▶ _PROBLEM STATEMENT_: From the entries below, please output exactly the lines starting at the one containing "display:grid; grid-template-columns:26px 1fr" and ending at the one containing "flex:none; width:22px; height:22px;", both included.

MATERIALS PROVIDED: Begin

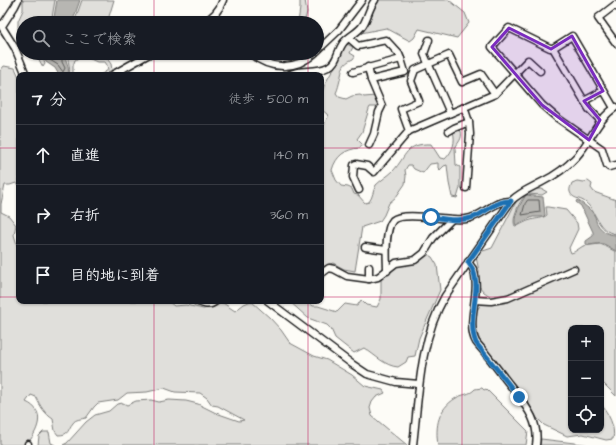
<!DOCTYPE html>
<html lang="ja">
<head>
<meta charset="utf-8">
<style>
  body { margin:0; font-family:"Architects Daughter","Klee One",sans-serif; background:#20242c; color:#f1f3f6 }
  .controls { position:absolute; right:12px; bottom:12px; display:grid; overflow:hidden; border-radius:8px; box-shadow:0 1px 3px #0004 }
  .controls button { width:36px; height:36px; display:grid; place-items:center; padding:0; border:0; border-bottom:1px solid #363941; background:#171b24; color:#f1f3f6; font:20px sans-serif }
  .stop { position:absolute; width:12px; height:12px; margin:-9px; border:3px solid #1f6fb2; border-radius:50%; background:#fff }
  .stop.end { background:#1f6fb2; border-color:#fff; box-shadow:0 1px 4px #0008 }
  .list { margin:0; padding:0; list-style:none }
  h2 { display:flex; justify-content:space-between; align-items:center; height:52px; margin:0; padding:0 16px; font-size:17px }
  h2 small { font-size:13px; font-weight:400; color:#9ea1a6 }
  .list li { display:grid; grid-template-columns:26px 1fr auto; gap:12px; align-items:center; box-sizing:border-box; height:60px; padding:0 16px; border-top:1px solid #363941 }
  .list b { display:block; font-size:15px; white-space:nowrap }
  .list em { font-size:13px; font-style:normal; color:#9ea1a6 }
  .icon { flex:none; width:22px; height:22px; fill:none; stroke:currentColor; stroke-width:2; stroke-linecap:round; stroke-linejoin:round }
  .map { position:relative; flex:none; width:616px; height:445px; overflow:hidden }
  .search { position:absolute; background:#171b24; box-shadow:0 1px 3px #0004; left:16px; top:16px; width:308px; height:44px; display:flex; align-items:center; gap:10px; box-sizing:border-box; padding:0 14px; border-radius:22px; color:#9ea1a6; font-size:15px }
  .panel { position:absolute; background:#171b24; box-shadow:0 1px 3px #0004; left:16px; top:72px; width:308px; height:232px; border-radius:8px }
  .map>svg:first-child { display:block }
  .green { fill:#e0dfdb; stroke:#7e7e7c }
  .water { fill:#b7b6b2; stroke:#797876 }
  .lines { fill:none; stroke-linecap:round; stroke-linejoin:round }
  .shore { stroke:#5a5a58; stroke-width:1 }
  .minor-casing { stroke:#1c1c1c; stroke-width:9 }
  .minor { stroke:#fdfcf7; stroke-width:6 }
  .route { stroke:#1f6fb2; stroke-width:5 }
  .marked { fill:#7b2cbf; fill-opacity:0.2; stroke:#7b2cbf; stroke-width:3; stroke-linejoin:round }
  .grid { fill:none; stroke:#c2185b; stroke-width:1; stroke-opacity:0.55 }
</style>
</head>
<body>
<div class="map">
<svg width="616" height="445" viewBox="0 0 616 445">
  <rect width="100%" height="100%" fill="#fdfcf7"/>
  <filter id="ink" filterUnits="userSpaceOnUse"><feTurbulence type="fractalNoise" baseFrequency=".025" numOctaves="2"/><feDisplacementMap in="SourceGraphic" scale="8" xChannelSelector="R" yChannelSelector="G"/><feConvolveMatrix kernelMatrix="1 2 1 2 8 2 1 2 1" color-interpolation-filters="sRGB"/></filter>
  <g filter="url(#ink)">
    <g class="green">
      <path d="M23,0H55L51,23H23V48L18,38V21L23,10Z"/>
      <path d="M82,0H114L107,23H74Z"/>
      <path d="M300,0H305L307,12L304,23H298L300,8Z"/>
      <path d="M376,0H449L465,13L469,23L457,38L419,29L414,38L410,41L386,28L361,33Z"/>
      <path d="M347,44L353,47L350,53L355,56L353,59C341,64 343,69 340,80C339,84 338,89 336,93L339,97L346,99L352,96L360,95L364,97L376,96L379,105L377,107H370L369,109L362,132L357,139L362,144L360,148C345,149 336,156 332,170L336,180L341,186L348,187L352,189L354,194L358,195L365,203L369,202C373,197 373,190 376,185C381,180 388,176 393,171C407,156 405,143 431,144L440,158L445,159C453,151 456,142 453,131L459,130L461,131C463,139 458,142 455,148L456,165L460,167V188L457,198L452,197L449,183L447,165L444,166L440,170L438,168V163L430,164L423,173L414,169L411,165H408L405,170L406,176L405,184L396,197L389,203L384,215L380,221L362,227L355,271L344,269L333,263L321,267V130L328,117L327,114L322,110C319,89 326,83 335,66C339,59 341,51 347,44Z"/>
      <path d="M31,53H41L45,64L43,67L37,56Z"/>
      <path d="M68,53H103L111,64L112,70L107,75H100L108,70L107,65L105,62H97L86,57H80L75,60L73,66V75H69C71,67 67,61 68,53Z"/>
      <path d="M283,53H296L294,60H282Z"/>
      <path d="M4,66L15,68L19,77V185L16,183L10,185H5L1,204V212L9,216L16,225L14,235L19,251V301H168L174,306L186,305L203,309L208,308L217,302L223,303L235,311L244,304L251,301L270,318L281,330L290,343L314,356L327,360L352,375L365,386L383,390L385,393L376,397L372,402L370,408L372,416L407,445H63L67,443L86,422L95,415L109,411L117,404L123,403L127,405L136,401L151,400L159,402L169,400L186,401L198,404L216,413L239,421L244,420L218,406L212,405L207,398L200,393L175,392L164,388L147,392L127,393L118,400L98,403L94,407L86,418C82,419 75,419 73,423C67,430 70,435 58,435L55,431L53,419C45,414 40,406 36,397L31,395L26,402C47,411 38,432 26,445H0V71Z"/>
      <path d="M577,181L584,182L588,181L592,184L591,188L594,192L616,200V234C596,231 598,212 585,202C580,198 572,199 570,192C569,189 571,186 572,183Z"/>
      <path d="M534,189H542L547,192L542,195L527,194C520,199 511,219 515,226C522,225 525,221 531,220C537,218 542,219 547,215L546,207H548L566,210L577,223L578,229L569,248L571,253L574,252L583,246L600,244L605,246L616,252V396L601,381V328H571V430H601V404C608,413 616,427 613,439L606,440L583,434L567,436L544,425L537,418L528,402L480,341C476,330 472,317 479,307C482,303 487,301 490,296L484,292L478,285L479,271L476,257L483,251L492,248L517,200L521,196Z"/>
      <path d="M427,254L432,257L437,265L440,290L419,338L415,356L408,357L406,362L398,367C385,366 375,355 364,348L354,353L335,338L331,329L327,325L308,318L289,301H307L313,306H318L337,312L345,304L357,306L361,300L366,305L377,307L381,299V277L395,265L403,264Z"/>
      <path d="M482,388L484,390L486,389L528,431L526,445H438C435,426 438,409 456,398C462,394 470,395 475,389Z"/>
      <path d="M43,432H49L51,443L55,445H38L39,436Z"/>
      <path d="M541,439L591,445H540Z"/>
    </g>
    <g class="water">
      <path d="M57,0H80L72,23H53Z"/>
      <path d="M43,53H66C64,62 70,64 68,75H59L55,68L46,62Z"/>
      <path d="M526,195L543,197L545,215L543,217H533L516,225L515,223C514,214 521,203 526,195Z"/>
      <path d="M577,200C582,203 592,210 594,215C595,216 596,219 596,221C599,229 607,235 616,235V251C600,242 606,243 588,245L586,244V241L593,236V232L581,206L576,202Z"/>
    </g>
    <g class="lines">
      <g class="shore">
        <path d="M48,53L50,60L58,65L63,72L65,68L62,62V53"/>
        <path d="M528,200H539L540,212L522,215L525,204Z"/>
      </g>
      <g class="minor-casing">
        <g id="minor">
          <path d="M616,7L615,5L598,18L616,43"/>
          <path d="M214,16L220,23"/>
          <path d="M203,23C213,17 219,11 223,0"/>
          <path d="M0,24L15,48L26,75"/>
          <path d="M2,26L15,6L18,0"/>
          <path d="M349,38L358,46L386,40L399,54L401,59L353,72"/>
          <path d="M429,40L424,54L450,113"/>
          <path d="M553,48L589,109L600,120"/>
          <path d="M317,51L339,30L362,0"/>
          <path d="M250,53C270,70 295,71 315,53"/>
          <path d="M368,67L371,80L382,106L379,112L374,134L369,145"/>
          <path d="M112,75L151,53"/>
          <path d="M289,75C301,68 315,74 328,67C338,62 337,50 344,42C350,35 358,33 363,25C368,17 369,8 375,0"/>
          <path d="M371,80L405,72L401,59"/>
          <path d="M584,101L603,91"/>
          <path d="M464,107L469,122L470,134L466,188"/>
          <path d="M614,108L572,36L553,48H550L509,28L492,47L542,105L556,117L602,149L607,165L609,167L616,165"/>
          <path d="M409,131L401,109L419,101L411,81L415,70L449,55L462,82L481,74L495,94"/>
          <path d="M449,131L454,128L469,122"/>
          <path d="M359,190L353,177L354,165L356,164L367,166L374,172L409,131L495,94L528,60L540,71"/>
          <path d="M365,247L386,250"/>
          <path d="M468,262C469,264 472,267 473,269C482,291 465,323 476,342C479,346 483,350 486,354C494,364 502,375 510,385C524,404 540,420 536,445"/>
          <path d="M369,267V279"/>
          <path d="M387,271C387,259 384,230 393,220C402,211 452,221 466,219C483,217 493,200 511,201"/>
          <path d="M321,274L329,268L334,269L347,276L369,279L378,277L396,263L415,260L424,253L433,238L451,220"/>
          <path d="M475,300L491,301L508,298L574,269"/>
          <path d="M196,301C203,304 209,307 216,301"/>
          <path d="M268,301L352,364L367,374L396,382L419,384"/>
          <path d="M28,445V444"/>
          <path d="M413,445C419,394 419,342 445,296L511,201C520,192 531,188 542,182C554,176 567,167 576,157C591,141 597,119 616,107"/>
        </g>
      </g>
      <use href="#minor" class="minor"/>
    </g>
  </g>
  <g class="lines" filter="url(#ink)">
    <path class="route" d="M431,217C445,219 460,222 474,217C487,212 496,200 511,201L468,262C469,264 472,267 473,270C482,293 466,319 476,343L519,397"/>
  </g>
  <path class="marked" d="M509,28L551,49L572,36L603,91L584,101L600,120L589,140L542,105L492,47Z"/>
  <path class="grid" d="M154,0V23M308,0V23M462,0V445M154,53V75M308,53V75M0,148H19M321,148H616M0,297H19M321,297H616M154,301V445M308,301V445"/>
</svg>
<div class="controls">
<button>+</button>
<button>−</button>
<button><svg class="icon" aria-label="locate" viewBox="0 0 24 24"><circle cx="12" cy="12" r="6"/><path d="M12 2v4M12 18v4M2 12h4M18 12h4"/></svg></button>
</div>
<div class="stop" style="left:431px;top:217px"></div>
<div class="stop end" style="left:519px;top:397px"></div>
<div class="search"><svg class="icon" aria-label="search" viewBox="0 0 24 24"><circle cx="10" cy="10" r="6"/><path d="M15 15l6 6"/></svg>ここで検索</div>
<section class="panel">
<h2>7 分<small>徒歩 · 500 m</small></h2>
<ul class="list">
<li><svg class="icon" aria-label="ahead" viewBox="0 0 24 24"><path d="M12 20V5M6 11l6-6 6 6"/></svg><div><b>直進</b></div><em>140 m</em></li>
<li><svg class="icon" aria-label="right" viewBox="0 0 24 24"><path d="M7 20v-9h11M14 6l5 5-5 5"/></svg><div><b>右折</b></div><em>360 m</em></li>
<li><svg class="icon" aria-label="arrive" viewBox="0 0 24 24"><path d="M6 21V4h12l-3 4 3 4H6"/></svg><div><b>目的地に到着</b></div></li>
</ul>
</section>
</div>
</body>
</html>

MATERIALS PROVIDED: End

▶ _ANSWER BOX_:
  .list li { display:grid; grid-template-columns:26px 1fr auto; gap:12px; align-items:center; box-sizing:border-box; height:60px; padding:0 16px; border-top:1px solid #363941 }
  .list b { display:block; font-size:15px; white-space:nowrap }
  .list em { font-size:13px; font-style:normal; color:#9ea1a6 }
  .icon { flex:none; width:22px; height:22px; fill:none; stroke:currentColor; stroke-width:2; stroke-linecap:round; stroke-linejoin:round }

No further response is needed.